Thursday, October 12, 2006

The First Snowflakes and Some Life Lessons

Today Toronto had its first flurries. I was walking home and then suddenly these beautiful white flakes enveloped me. I actually danced a little with my ipod playing. I'm almost positive I'll get sick of snow within a few months, but it was still a welcomed treat. Although, I'm hoping that there will still be time to enjoy the smells and sights of fall. I'm really enjoying the foliage.

Still, it's a shock to me to see snow this early in October. I know it didn't stick, but still. I wasn't wearing my winter jacket! Of course by now I've dug it from the closet. And it's on its peg near my boots.

My mother has finally gotten a job. Ironically with a company based in Canada. Not far from Toronto. I still think it's almost too perfect how life manages to intertwine itself in some way. Either way, I'm happy for her. She deserves this. So I wish her the best in her new beginning.

I've learned that the advice that makes you angriest and hurts the most, is probably the best advice for you. It's because you can't bear to believe the self-destructive path you're on is the wrong one. And because it takes so much strength to change it--after so many years of the same vicious cycle. How do you finally stand your ground?

I know I'm guilty of running away when I get scared or vulnerable or trapped. I know that in some way coming here to Toronto just wasn't a new beginning, but a way to run. In the end, I feel I made peace with as much of my past as I could, but I can't help feeling that coming here was an escape.

Maybe it was. Maybe it was the right thing to do. Only time will tell. But have learned this much, no matter how hard it gets here--and it will, I've already had my moments--I can't give up. I cannot run away. For once in my life, I need to stand strong. I've spent so much time trying to fight fears in my life--fear of heights, fear of falling, fear of nakedness, fear of swimming, fear of failure--that this is just another fear I have to fight. I've worked so hard for this adventure; I can't possibly back down the first time I get scared. I can't.

I need to put my money where my preaching is. And stand up. And stay. Because I know that this program and Toronto are the best things to ever happen to me. And a direct result of some of the greatest things that ever happened to me. So maybe I'll take the advice that hurt so bad. Because I want to define myself up here, eh. Not to prove that the woman I am capable of being is not the woman I am going to become.
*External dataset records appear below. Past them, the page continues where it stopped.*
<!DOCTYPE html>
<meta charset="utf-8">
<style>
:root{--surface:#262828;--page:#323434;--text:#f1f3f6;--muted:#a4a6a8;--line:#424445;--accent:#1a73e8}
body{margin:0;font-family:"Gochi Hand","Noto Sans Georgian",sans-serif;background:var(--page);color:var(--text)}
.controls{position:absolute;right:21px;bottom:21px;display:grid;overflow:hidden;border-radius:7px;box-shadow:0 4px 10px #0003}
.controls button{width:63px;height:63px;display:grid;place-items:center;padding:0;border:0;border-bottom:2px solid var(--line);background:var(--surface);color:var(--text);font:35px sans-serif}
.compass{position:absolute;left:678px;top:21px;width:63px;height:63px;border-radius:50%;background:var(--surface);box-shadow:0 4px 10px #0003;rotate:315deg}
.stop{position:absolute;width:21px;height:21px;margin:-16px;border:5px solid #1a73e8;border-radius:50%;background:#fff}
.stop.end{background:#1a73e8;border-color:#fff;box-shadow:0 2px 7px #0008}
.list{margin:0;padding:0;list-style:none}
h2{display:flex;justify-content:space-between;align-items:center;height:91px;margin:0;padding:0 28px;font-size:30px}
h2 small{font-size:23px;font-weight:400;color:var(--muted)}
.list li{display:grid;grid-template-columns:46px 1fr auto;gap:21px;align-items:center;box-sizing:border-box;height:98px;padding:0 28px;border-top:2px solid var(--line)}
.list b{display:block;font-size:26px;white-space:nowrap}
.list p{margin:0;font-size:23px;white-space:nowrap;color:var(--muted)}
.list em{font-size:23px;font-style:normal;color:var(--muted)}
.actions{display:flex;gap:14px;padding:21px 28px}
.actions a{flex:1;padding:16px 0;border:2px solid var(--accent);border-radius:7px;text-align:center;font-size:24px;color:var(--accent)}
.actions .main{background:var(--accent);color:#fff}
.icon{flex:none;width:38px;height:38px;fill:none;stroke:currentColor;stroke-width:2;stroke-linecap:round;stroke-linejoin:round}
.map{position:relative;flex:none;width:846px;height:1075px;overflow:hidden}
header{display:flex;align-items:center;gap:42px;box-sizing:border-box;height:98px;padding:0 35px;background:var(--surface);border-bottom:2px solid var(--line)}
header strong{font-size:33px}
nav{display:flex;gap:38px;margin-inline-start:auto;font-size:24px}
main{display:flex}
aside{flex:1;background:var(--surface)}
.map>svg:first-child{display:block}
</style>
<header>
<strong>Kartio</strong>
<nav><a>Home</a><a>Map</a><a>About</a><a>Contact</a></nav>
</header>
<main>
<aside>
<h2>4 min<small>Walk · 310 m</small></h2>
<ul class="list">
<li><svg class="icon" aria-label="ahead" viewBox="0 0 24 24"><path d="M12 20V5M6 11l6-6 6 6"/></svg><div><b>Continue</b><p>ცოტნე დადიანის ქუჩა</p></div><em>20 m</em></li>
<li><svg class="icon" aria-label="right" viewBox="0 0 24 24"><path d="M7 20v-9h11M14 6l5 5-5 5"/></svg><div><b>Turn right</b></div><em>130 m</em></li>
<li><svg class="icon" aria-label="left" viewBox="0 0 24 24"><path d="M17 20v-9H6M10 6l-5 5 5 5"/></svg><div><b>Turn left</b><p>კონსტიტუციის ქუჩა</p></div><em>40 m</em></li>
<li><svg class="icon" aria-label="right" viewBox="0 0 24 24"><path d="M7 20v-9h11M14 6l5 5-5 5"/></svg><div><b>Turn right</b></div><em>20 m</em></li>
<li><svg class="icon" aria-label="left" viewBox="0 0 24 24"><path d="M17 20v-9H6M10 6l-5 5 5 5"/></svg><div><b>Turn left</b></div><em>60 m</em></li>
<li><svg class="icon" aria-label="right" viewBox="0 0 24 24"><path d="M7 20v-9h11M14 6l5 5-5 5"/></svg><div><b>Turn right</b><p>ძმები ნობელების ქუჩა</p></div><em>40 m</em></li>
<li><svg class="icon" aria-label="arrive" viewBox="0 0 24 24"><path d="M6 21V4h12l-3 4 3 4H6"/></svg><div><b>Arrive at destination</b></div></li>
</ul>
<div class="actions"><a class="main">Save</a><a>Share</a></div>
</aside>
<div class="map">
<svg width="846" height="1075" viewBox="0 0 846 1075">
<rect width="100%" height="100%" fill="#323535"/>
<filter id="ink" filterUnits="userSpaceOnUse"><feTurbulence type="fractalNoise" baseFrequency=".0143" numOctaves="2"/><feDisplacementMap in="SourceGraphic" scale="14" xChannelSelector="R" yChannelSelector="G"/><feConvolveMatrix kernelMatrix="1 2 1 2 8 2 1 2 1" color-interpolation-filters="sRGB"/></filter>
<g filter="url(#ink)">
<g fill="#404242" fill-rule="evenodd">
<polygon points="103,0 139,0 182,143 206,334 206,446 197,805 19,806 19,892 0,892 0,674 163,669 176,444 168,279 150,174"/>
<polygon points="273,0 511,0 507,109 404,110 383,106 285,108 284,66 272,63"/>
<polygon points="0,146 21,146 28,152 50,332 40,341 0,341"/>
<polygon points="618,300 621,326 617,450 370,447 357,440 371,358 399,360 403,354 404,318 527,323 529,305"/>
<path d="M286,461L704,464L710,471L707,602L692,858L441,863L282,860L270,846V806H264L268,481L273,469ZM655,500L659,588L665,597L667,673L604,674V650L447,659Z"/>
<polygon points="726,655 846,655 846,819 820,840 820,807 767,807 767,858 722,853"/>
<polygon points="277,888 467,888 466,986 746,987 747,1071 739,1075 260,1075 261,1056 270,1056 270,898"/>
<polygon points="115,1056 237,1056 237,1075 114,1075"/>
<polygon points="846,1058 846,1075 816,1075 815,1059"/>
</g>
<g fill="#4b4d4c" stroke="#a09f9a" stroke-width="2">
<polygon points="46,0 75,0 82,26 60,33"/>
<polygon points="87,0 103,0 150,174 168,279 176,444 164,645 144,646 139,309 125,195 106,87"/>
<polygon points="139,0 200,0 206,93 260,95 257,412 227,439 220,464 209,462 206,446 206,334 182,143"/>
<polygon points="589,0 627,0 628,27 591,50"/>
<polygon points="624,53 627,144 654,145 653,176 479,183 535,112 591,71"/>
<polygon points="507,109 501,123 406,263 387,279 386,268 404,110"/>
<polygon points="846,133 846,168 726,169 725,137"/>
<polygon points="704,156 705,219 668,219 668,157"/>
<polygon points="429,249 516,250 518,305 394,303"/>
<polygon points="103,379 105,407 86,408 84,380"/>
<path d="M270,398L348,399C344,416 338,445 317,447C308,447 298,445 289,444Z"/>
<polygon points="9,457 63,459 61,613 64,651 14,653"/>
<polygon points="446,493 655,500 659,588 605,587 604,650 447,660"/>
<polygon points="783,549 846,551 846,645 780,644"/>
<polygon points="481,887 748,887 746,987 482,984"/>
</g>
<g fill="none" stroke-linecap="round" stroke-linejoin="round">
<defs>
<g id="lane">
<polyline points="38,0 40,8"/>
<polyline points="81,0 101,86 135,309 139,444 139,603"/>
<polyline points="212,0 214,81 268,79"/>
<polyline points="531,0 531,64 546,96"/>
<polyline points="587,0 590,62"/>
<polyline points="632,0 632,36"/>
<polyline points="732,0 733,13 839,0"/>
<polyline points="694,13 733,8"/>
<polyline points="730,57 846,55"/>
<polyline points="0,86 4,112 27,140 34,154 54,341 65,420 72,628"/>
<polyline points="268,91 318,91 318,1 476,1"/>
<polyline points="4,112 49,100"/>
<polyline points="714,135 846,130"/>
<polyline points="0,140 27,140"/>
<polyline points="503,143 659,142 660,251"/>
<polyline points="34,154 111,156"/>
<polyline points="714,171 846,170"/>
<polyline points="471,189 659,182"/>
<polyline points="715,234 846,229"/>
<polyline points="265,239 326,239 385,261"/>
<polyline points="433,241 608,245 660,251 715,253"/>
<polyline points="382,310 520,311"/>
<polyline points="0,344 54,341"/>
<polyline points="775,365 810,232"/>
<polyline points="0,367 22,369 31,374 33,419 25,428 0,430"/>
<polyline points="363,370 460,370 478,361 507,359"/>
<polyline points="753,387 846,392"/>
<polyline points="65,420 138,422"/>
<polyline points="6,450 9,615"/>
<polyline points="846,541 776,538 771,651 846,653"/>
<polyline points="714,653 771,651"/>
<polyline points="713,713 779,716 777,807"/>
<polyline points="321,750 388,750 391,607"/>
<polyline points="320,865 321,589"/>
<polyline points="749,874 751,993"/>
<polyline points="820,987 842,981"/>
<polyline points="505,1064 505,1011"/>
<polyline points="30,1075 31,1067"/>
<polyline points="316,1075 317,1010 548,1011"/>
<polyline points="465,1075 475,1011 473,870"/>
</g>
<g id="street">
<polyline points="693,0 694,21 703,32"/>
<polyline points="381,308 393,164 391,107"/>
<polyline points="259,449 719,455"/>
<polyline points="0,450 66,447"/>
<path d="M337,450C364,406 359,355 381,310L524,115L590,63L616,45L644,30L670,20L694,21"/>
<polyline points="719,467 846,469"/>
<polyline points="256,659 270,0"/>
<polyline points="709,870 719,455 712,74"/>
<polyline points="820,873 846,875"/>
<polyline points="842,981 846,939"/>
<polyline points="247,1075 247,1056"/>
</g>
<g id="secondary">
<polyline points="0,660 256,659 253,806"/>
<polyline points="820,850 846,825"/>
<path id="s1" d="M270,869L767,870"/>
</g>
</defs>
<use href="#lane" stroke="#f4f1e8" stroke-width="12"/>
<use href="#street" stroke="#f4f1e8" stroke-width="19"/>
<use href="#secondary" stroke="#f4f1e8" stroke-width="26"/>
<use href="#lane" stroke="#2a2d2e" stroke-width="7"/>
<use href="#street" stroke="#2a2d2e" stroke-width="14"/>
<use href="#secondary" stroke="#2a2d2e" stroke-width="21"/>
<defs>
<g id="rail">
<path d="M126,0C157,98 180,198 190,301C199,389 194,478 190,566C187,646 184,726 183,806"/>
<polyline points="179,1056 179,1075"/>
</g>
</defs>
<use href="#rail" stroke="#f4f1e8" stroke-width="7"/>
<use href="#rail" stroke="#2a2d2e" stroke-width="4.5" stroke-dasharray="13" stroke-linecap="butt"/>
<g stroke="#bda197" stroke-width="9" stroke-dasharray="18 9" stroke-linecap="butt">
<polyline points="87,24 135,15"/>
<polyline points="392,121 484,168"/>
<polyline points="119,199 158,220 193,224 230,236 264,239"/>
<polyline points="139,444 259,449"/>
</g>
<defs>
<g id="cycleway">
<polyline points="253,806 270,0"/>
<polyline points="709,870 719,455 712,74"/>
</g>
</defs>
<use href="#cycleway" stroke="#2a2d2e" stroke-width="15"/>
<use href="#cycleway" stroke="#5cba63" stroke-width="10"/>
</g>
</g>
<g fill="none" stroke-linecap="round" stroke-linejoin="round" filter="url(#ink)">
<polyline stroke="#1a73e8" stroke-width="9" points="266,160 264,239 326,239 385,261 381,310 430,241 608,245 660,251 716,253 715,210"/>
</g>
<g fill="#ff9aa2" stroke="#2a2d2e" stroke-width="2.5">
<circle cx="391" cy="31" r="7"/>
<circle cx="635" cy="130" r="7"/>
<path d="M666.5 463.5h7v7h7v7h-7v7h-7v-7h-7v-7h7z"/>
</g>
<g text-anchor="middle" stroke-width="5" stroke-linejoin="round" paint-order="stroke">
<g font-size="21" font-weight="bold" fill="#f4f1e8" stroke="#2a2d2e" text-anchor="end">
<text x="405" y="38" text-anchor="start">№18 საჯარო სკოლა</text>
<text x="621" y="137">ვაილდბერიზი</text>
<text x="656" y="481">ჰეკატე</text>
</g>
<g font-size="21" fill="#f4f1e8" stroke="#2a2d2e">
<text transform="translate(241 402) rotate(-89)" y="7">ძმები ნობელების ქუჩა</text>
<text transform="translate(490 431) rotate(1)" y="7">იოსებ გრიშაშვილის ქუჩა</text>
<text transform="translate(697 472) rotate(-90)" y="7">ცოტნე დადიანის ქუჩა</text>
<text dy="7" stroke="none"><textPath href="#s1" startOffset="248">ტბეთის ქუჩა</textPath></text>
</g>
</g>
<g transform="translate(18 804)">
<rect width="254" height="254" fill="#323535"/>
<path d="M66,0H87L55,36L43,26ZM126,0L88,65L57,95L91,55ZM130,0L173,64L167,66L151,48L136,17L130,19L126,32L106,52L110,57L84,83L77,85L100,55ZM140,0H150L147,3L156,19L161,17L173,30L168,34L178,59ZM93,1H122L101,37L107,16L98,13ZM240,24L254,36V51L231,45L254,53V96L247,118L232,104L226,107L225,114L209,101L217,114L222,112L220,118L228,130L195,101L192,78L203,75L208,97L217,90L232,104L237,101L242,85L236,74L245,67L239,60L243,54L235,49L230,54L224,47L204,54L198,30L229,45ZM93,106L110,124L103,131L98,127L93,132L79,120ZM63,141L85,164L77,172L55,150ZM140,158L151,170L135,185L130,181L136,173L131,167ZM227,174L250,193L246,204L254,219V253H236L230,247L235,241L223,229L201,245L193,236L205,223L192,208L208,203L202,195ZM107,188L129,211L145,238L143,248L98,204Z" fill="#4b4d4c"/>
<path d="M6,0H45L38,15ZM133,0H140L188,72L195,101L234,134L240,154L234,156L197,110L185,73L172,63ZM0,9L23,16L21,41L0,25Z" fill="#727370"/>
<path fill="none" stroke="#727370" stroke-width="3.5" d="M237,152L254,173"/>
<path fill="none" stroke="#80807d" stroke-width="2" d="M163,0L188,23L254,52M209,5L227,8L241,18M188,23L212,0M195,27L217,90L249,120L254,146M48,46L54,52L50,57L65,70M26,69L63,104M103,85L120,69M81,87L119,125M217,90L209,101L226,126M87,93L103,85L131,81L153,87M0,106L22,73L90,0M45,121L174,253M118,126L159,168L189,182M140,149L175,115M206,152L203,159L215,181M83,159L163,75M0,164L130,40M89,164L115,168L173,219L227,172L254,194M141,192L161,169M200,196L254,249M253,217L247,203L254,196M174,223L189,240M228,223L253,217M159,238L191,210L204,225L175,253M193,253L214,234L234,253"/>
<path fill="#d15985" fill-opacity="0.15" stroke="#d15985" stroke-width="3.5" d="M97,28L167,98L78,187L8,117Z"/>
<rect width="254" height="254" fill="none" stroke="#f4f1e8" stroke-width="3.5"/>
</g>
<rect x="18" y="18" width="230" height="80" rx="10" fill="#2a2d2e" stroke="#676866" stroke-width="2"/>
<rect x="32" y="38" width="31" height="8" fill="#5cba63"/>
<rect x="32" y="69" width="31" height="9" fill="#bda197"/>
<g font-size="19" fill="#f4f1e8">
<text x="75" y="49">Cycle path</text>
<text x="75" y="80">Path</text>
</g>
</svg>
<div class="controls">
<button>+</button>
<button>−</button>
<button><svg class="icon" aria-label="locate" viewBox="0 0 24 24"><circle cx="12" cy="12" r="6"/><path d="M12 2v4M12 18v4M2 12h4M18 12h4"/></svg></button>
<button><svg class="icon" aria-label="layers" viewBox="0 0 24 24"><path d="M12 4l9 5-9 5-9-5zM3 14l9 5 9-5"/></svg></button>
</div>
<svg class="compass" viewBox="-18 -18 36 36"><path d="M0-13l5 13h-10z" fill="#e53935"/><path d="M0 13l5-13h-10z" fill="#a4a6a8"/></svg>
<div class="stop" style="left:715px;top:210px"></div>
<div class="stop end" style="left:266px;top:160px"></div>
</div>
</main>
Because I refuse to give up like that. So I'm standing, in the first snowfall, proving to myself that I'm not running this time, eh.

1 comment:

Anonymous said...

: ) I am happy for you, it's tough to make the decision to stay sometimes - harder than it is (sometimes) to go. Tell your mom congrats. Miss you lots, hopefully I'll get to see you soon (?) and truth be told I am a little jealous of your snow. Sorry I missed your call the other night, I am a little stressed out cause I just found out yeaterday that my dad and step-mom will be here Sunday (nice notice eh?). Talk to you soon.